Every entry below is to be copied word for word, with its pictures removed.

▶ **Recorded information**:
------

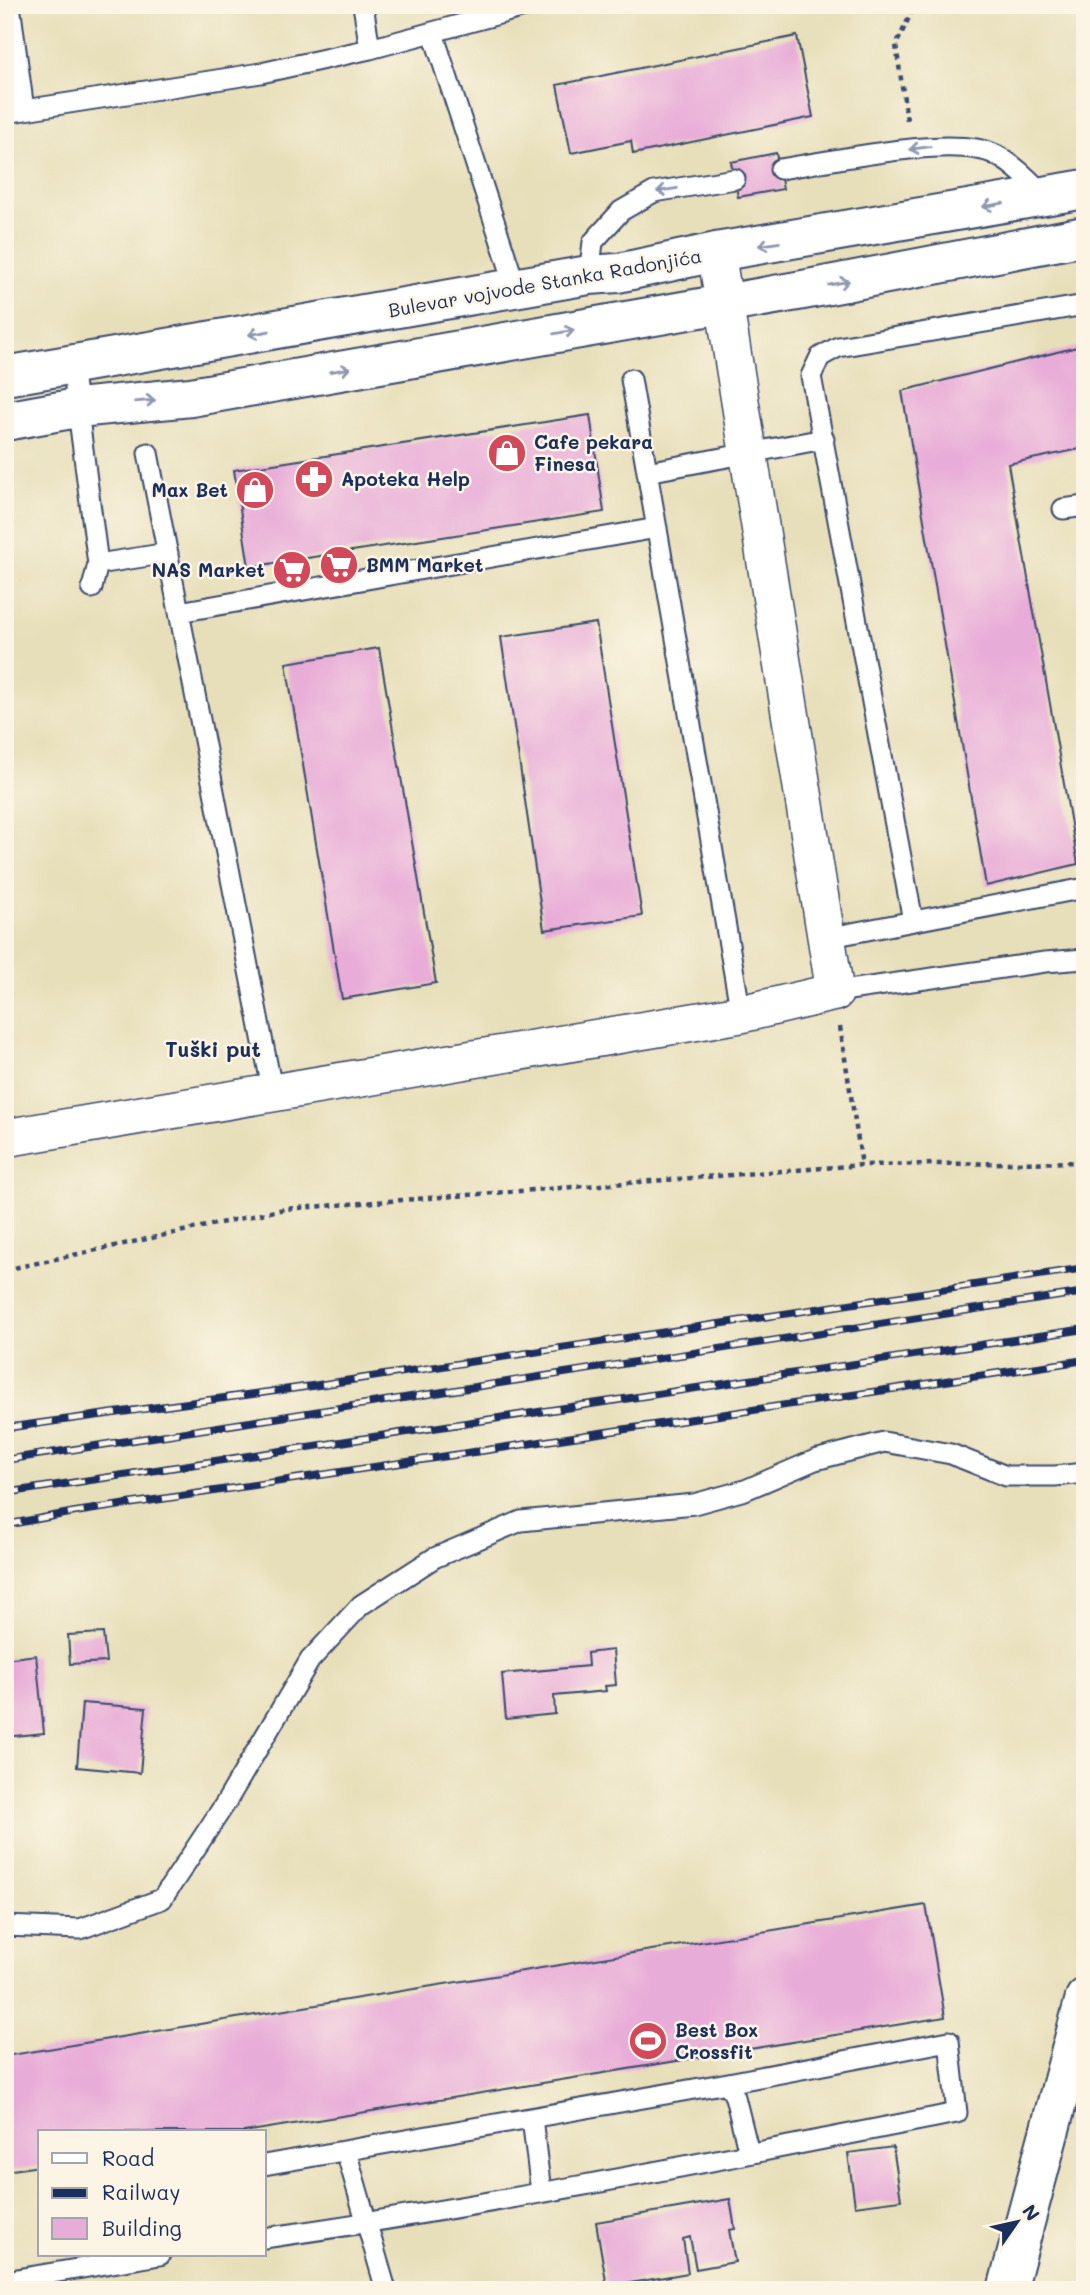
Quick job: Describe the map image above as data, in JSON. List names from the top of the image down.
{
  "streets": {
    "street": ["Bulevar vojvode Stanka Radonjića"]
  },
  "districts": ["Tuški put"],
  "places": {
    "shop": ["Cafe pekara Finesa", "Max Bet"],
    "pharmacy": ["Apoteka Help"],
    "supermarket": ["BMM Market", "NAS Market"],
    "sports": ["Best Box Crossfit"]
  },
  "legend": ["Road", "Railway", "Building"],
  "north": "top right"
}
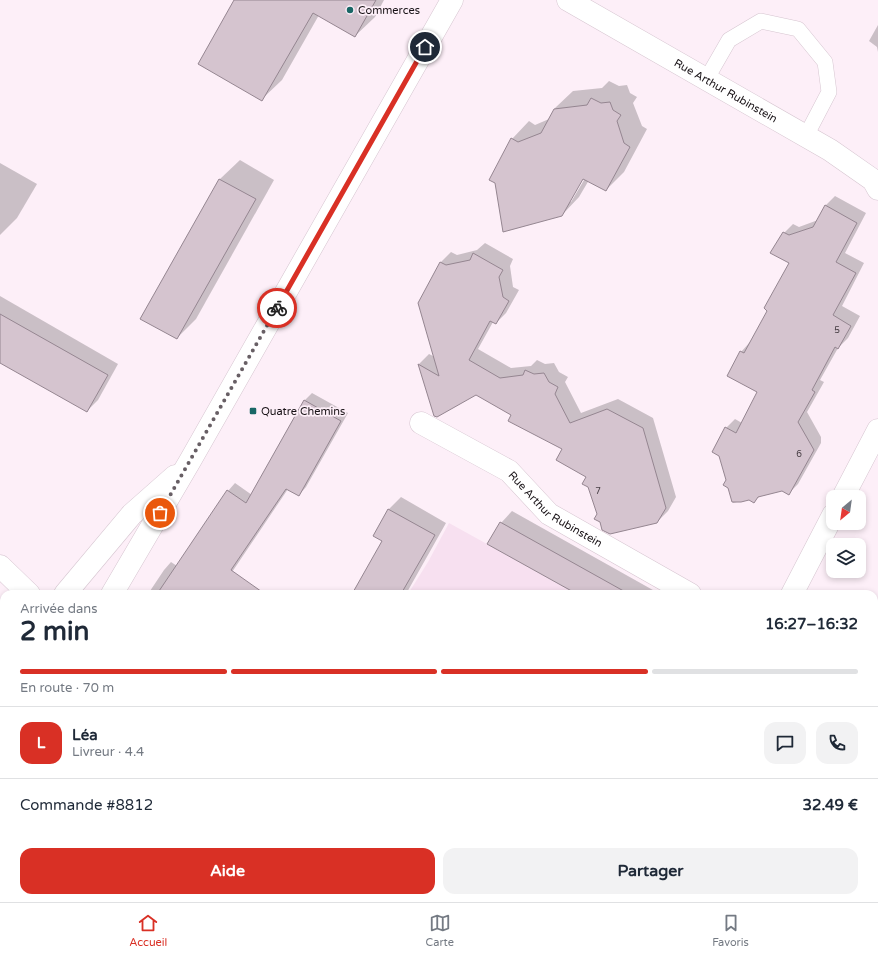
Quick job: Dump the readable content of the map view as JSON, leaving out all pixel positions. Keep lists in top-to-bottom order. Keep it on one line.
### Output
{"streets":{"main road":["Rue Arthur Rubinstein"]},"places":{"other":["Commerces"],"transit":["Quatre Chemins"]},"house_numbers":["5","6","7"],"north":"bottom left","page":{"heading":["2 min","Arrivée dans","16:27–16:32"],"panel":["Léa","Livreur · 4.4","Commande #8812","32.49 €"],"bar":"En route · 70 m","round":"L","buttons":["Aide","Partager"],"tabs":["Accueil","Carte","Favoris"]}}
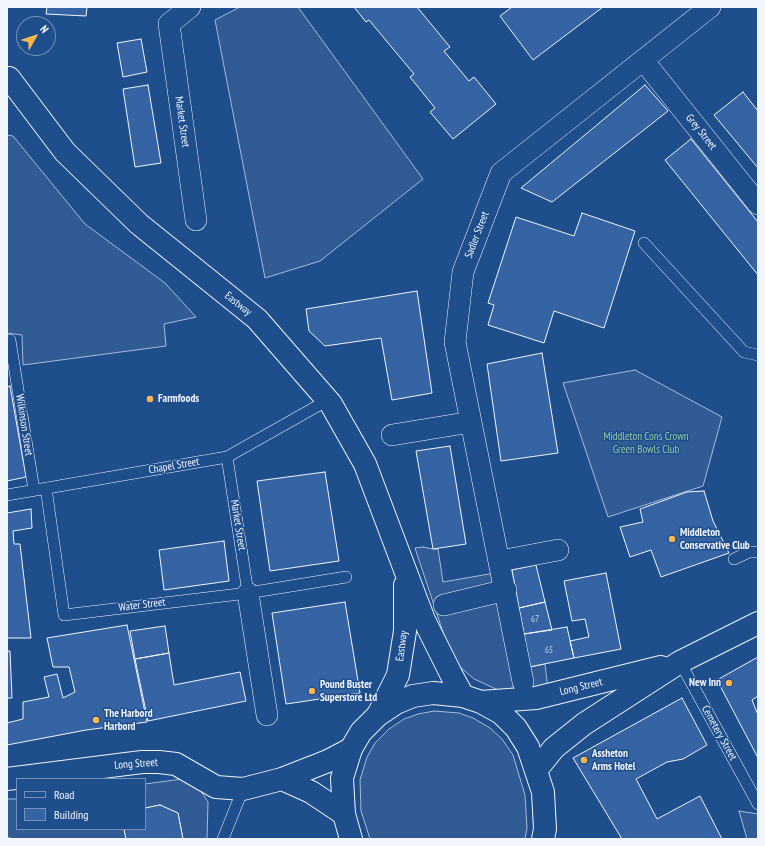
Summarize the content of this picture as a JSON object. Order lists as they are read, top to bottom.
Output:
{
  "streets": {
    "street": [
      "Market Street",
      "Grey Street",
      "Sadler Street",
      "Eastway",
      "Long Street"
    ],
    "lane": [
      "Wilkinson Street",
      "Chapel Street",
      "Water Street",
      "Cemetery Street"
    ]
  },
  "crossings": [
    ["Market Street", "Chapel Street"],
    ["Market Street", "Water Street"],
    ["Grey Street", "Sadler Street"],
    ["Eastway", "Chapel Street"],
    ["Eastway", "Long Street"],
    ["Wilkinson Street", "Chapel Street"],
    ["Chapel Street", "Water Street"],
    ["Long Street", "Cemetery Street"]
  ],
  "parks": ["Middleton Cons Crown Green Bowls Club"],
  "places": [
    "Farmfoods",
    "Middleton Conservative Club",
    "New Inn",
    "Pound Buster Superstore Ltd",
    "The Harbord Harbord",
    "Assheton Arms Hotel"
  ],
  "house_numbers": ["67", "65"],
  "legend": ["Road", "Building"],
  "north": "top right"
}
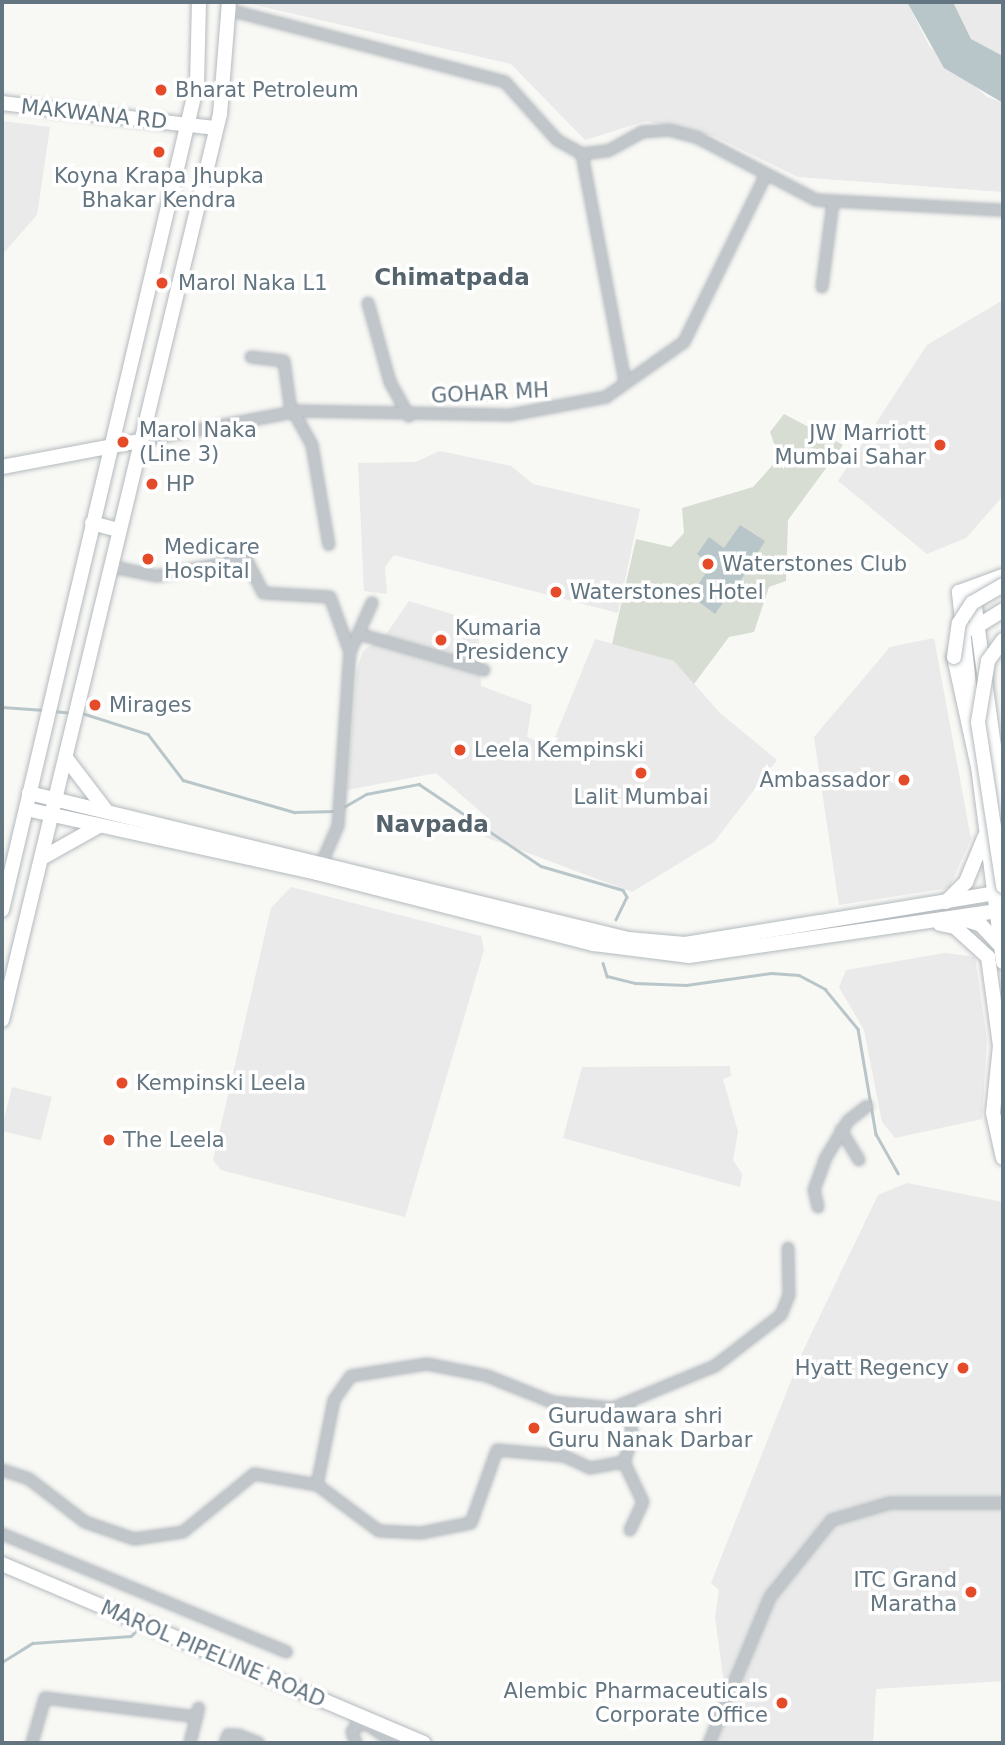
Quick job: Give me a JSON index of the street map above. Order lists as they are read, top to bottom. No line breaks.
{"streets":{"main road":["MAKWANA RD","MAROL PIPELINE ROAD"],"street":["GOHAR MH"]},"districts":["Chimatpada","Navpada"],"places":["Bharat Petroleum","Koyna Krapa Jhupka Bhakar Kendra","Marol Naka L1","Marol Naka (Line 3)","JW Marriott Mumbai Sahar","HP","Medicare Hospital","Waterstones Club","Waterstones Hotel","Kumaria Presidency","Mirages","Leela Kempinski","Lalit Mumbai","Ambassador","Kempinski Leela","The Leela","Hyatt Regency","Gurudawara shri Guru Nanak Darbar","ITC Grand Maratha","Alembic Pharmaceuticals Corporate Office"]}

------

▶ **Answer space**:
Quick job: Describe the map image above as data, in JSON. List names from the top of the image down.
{
  "streets": {
    "street": ["Bulevar vojvode Stanka Radonjića"]
  },
  "districts": ["Tuški put"],
  "places": {
    "shop": ["Cafe pekara Finesa", "Max Bet"],
    "pharmacy": ["Apoteka Help"],
    "supermarket": ["BMM Market", "NAS Market"],
    "sports": ["Best Box Crossfit"]
  },
  "legend": ["Road", "Railway", "Building"],
  "north": "top right"
}
Quick job: Dump the readable content of the map view as JSON, leaving out all pixel positions. Keep lists in top-to-bottom order. Keep it on one line.
### Output
{"streets":{"main road":["Rue Arthur Rubinstein"]},"places":{"other":["Commerces"],"transit":["Quatre Chemins"]},"house_numbers":["5","6","7"],"north":"bottom left","page":{"heading":["2 min","Arrivée dans","16:27–16:32"],"panel":["Léa","Livreur · 4.4","Commande #8812","32.49 €"],"bar":"En route · 70 m","round":"L","buttons":["Aide","Partager"],"tabs":["Accueil","Carte","Favoris"]}}
Summarize the content of this picture as a JSON object. Order lists as they are read, top to bottom.
Output:
{
  "streets": {
    "street": [
      "Market Street",
      "Grey Street",
      "Sadler Street",
      "Eastway",
      "Long Street"
    ],
    "lane": [
      "Wilkinson Street",
      "Chapel Street",
      "Water Street",
      "Cemetery Street"
    ]
  },
  "crossings": [
    ["Market Street", "Chapel Street"],
    ["Market Street", "Water Street"],
    ["Grey Street", "Sadler Street"],
    ["Eastway", "Chapel Street"],
    ["Eastway", "Long Street"],
    ["Wilkinson Street", "Chapel Street"],
    ["Chapel Street", "Water Street"],
    ["Long Street", "Cemetery Street"]
  ],
  "parks": ["Middleton Cons Crown Green Bowls Club"],
  "places": [
    "Farmfoods",
    "Middleton Conservative Club",
    "New Inn",
    "Pound Buster Superstore Ltd",
    "The Harbord Harbord",
    "Assheton Arms Hotel"
  ],
  "house_numbers": ["67", "65"],
  "legend": ["Road", "Building"],
  "north": "top right"
}
Quick job: Give me a JSON index of the street map above. Order lists as they are read, top to bottom. No line breaks.
{"streets":{"main road":["MAKWANA RD","MAROL PIPELINE ROAD"],"street":["GOHAR MH"]},"districts":["Chimatpada","Navpada"],"places":["Bharat Petroleum","Koyna Krapa Jhupka Bhakar Kendra","Marol Naka L1","Marol Naka (Line 3)","JW Marriott Mumbai Sahar","HP","Medicare Hospital","Waterstones Club","Waterstones Hotel","Kumaria Presidency","Mirages","Leela Kempinski","Lalit Mumbai","Ambassador","Kempinski Leela","The Leela","Hyatt Regency","Gurudawara shri Guru Nanak Darbar","ITC Grand Maratha","Alembic Pharmaceuticals Corporate Office"]}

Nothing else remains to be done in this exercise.